Tobias: So, David, you do the core earnings calculation, but then how are you deriving a trading signal from that? What is the nature of that trading signal? Is it saying these companies are more distorted, and these companies are less distorted, and is that the signal to go long or short, or is there value component to that? How do you think about that?
David: Yeah, great question. There’s three buckets here. There’s companies with high levels of distortion, they are overstating their earnings. Those are the ones you want to short. There’s companies with low levels of distortion or negative, and they’re understating their earnings. That’s where you want to go well. There’s a third bucket that we’ve discovered that also outperforms on a large cap and small cap level. That’s what we call the truth stocks, or the companies where there’s zero distortion, or really small amounts of distortion. This is actually a surprise to us and it isn’t covered in the Harvard and MIT paper at all. But it was something that was identified by one of our data partners, Exabel.
When we first looked at this, we didn’t see a strong outperformance as we do in some of the long-only or long short portfolios, but we do see outperformance. We do see way better volatility or even better Sharpe ratios. When it first was presented, I was surprised and I thought to myself, well, of course the market would appreciate those companies that are telling the truth about earnings. They would see less volatility. It’s almost like we’re thinking about this as a new ESG factor. The companies that tell the truth about profits as a way to reflect upon the quality and the integrity of the management team.
Tobias: Yes, potentially, a governance factor, the truth in reporting or something like that?
David: Agreed. Yeah, it’s an interesting thing, but you hit the point, the nail on the head in terms of how you use it for trading. It’s looking at that distortion number, and then you normalize it, or divide it by total assets. That’s just reported assets or market value. Depending on the timeframe and depending on whether or not you’re looking at analyst distortion, an analyst distortion being the difference between core earnings and analyst consensus numbers, you can normalize by total assets market value or the absolute value of core earnings. As they’ve done this test for the machine learning, they look at all three and in different timeframes, different normalizes work a little better.
Tobias: Given that you’ve been doing this for 25 years plus, 26 years, have you noticed a change over time in the amount of distortion? Because I sort of ask because the late 1990s were very famous for there being quite a lot of distortion, and there were some attempts made to reign that back in. Is that the thing that as the bull market gets older, you see more and more distortion or is it just there’s more distortion over time?

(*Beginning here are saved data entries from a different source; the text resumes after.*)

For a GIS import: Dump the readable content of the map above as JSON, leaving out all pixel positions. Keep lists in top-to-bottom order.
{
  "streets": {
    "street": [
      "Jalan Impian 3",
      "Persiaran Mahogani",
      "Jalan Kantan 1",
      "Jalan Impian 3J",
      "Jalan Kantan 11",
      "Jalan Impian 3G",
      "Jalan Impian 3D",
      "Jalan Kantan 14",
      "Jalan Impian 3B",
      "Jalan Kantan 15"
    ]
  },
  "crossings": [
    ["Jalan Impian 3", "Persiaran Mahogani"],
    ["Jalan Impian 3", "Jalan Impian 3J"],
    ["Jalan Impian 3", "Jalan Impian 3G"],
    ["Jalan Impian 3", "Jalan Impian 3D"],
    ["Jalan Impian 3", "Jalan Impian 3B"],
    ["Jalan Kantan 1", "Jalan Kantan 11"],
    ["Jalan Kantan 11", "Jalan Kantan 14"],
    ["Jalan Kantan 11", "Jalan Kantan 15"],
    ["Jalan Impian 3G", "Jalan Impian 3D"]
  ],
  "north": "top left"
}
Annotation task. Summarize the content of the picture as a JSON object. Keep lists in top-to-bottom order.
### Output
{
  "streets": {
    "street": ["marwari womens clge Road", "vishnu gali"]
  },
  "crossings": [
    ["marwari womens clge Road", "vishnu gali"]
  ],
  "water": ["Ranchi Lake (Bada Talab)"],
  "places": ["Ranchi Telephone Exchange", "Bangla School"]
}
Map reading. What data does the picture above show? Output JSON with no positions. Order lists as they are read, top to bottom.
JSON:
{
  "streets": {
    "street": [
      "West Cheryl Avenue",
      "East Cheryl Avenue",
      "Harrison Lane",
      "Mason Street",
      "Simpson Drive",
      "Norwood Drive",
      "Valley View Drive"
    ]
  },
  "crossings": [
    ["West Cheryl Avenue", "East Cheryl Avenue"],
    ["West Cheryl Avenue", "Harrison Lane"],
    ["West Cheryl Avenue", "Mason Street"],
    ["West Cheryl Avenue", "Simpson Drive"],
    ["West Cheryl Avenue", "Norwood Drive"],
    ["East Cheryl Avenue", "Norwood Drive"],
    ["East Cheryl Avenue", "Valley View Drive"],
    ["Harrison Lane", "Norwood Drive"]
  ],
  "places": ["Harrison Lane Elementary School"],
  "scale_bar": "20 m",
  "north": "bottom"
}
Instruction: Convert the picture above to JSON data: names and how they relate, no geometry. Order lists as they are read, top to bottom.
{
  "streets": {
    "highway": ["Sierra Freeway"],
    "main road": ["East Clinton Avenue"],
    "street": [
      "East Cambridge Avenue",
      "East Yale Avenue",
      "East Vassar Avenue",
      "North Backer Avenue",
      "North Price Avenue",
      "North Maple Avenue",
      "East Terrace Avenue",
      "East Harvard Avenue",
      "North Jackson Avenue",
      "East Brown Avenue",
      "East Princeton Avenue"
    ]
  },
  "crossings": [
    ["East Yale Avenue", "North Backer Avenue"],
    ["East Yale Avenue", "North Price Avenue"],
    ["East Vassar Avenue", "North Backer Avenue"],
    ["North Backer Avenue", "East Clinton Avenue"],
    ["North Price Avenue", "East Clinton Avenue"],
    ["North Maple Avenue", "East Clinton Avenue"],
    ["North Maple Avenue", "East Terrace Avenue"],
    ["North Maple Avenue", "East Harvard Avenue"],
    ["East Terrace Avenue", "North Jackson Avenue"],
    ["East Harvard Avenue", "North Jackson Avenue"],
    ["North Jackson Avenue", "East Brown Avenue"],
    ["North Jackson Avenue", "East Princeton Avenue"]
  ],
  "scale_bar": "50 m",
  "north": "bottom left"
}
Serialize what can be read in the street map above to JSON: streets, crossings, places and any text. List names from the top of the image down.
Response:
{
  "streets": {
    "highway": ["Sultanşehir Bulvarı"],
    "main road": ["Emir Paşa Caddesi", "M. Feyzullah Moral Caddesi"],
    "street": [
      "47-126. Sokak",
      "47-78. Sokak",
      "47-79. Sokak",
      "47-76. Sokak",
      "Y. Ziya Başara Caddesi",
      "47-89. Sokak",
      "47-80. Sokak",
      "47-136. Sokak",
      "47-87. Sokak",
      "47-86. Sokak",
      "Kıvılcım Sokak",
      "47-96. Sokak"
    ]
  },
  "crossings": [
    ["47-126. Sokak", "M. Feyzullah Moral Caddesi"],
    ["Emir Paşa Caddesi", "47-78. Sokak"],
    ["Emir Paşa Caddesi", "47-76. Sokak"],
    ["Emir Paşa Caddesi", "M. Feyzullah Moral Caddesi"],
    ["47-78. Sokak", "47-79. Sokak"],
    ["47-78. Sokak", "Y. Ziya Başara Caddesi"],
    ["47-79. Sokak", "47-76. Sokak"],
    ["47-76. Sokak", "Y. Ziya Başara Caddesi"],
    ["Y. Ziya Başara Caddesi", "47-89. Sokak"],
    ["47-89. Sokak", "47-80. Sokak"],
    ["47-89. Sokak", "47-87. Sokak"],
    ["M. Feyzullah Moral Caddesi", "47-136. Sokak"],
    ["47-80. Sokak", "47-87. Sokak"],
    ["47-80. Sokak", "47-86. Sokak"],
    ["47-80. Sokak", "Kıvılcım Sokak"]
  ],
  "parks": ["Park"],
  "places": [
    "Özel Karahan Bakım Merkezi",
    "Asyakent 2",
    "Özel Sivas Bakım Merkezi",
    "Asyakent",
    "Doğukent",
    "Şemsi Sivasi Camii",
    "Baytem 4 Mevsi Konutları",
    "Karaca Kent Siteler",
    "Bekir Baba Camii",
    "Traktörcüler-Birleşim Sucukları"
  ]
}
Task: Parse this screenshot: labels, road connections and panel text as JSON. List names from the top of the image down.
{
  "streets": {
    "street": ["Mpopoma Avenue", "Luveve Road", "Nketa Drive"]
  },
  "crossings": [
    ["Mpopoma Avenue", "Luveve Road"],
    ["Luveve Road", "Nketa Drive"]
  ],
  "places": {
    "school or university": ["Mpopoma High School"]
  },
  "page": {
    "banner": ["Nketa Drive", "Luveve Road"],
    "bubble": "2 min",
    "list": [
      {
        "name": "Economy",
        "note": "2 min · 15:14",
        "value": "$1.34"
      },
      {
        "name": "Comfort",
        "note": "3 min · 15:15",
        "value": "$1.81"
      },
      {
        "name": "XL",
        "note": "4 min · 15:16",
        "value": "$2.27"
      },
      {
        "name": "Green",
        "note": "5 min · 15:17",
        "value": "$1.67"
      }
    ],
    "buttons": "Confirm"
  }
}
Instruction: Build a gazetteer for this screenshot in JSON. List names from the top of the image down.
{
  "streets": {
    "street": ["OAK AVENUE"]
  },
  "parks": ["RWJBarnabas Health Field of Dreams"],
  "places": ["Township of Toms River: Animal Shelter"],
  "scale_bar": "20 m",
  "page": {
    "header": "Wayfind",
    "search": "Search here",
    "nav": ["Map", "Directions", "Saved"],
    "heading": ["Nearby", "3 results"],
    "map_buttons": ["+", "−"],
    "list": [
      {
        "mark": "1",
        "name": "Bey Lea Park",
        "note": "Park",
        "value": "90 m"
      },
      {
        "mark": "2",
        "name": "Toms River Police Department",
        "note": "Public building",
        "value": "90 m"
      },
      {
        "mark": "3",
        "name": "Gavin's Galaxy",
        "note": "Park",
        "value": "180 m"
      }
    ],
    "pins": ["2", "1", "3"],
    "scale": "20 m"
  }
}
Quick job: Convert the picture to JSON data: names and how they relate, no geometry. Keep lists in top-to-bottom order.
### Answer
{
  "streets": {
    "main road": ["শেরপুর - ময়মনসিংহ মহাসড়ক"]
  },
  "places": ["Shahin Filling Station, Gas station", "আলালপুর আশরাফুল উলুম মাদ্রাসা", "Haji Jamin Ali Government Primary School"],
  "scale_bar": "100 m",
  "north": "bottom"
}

David: The Harvard and MIT professors pointed out that there is more distortion over time. There’s more distortion in the underreported expenses. So, companies understating earnings, and we think that simply because of the nature of the world. There are a lot more ways to spend money than there are to gain money. That’s a trend. \
Honestly, Toby, you actually hit on something that we’re just now scratching the surface on, because it’s a lot of work to do this, but we’ve been looking at the difference between core earnings and S&P Global operating earnings for a long time, and GAAP earnings. We see a meaningful difference over time. But we lose in looking at just the absolute difference is the amount of under or overstatement because a lot of that cancels out. If you get one company that’s understating and one company that’s overstating, that’ll cancel out. So, we’ve started to track the percentage of companies that are overstating by 10% or more and understanding by 10% or more.
We’ve seen in just the last couple of years, because I’ve only done it for really about eight quarters, we’ve seen a pretty market increase. It’s a good way to look at it in terms of ones that are adding together how much it’s overstating, how much you’re understating because we’ve seen a big flip flop in the last eight quarters.
During the downturn in the market meltdown at COVID-19, we saw a lot more companies understating. Now, we’re seeing a whole lot more overstating. But in aggregate, that number is going up, and that’s consistent with what the Harvard and MIT professors tracked back to 1998. We want to do it in a little more granular way where we look at the number of companies overstating compared to operating or consensus earnings, or analyst earnings, overstating and understating by more than 10%.
Which Companies Have The Most Complex Financial Statements?
Tobias: Do you find there’s more distortion in companies that are just more complex? So, conglomerates tend to be more complex, they’ve got more moving parts and more ability to hide, but also more discretion over how things are recognized as. Does the complexity of the business mean that it’s almost inevitable that there is more distortion in that business?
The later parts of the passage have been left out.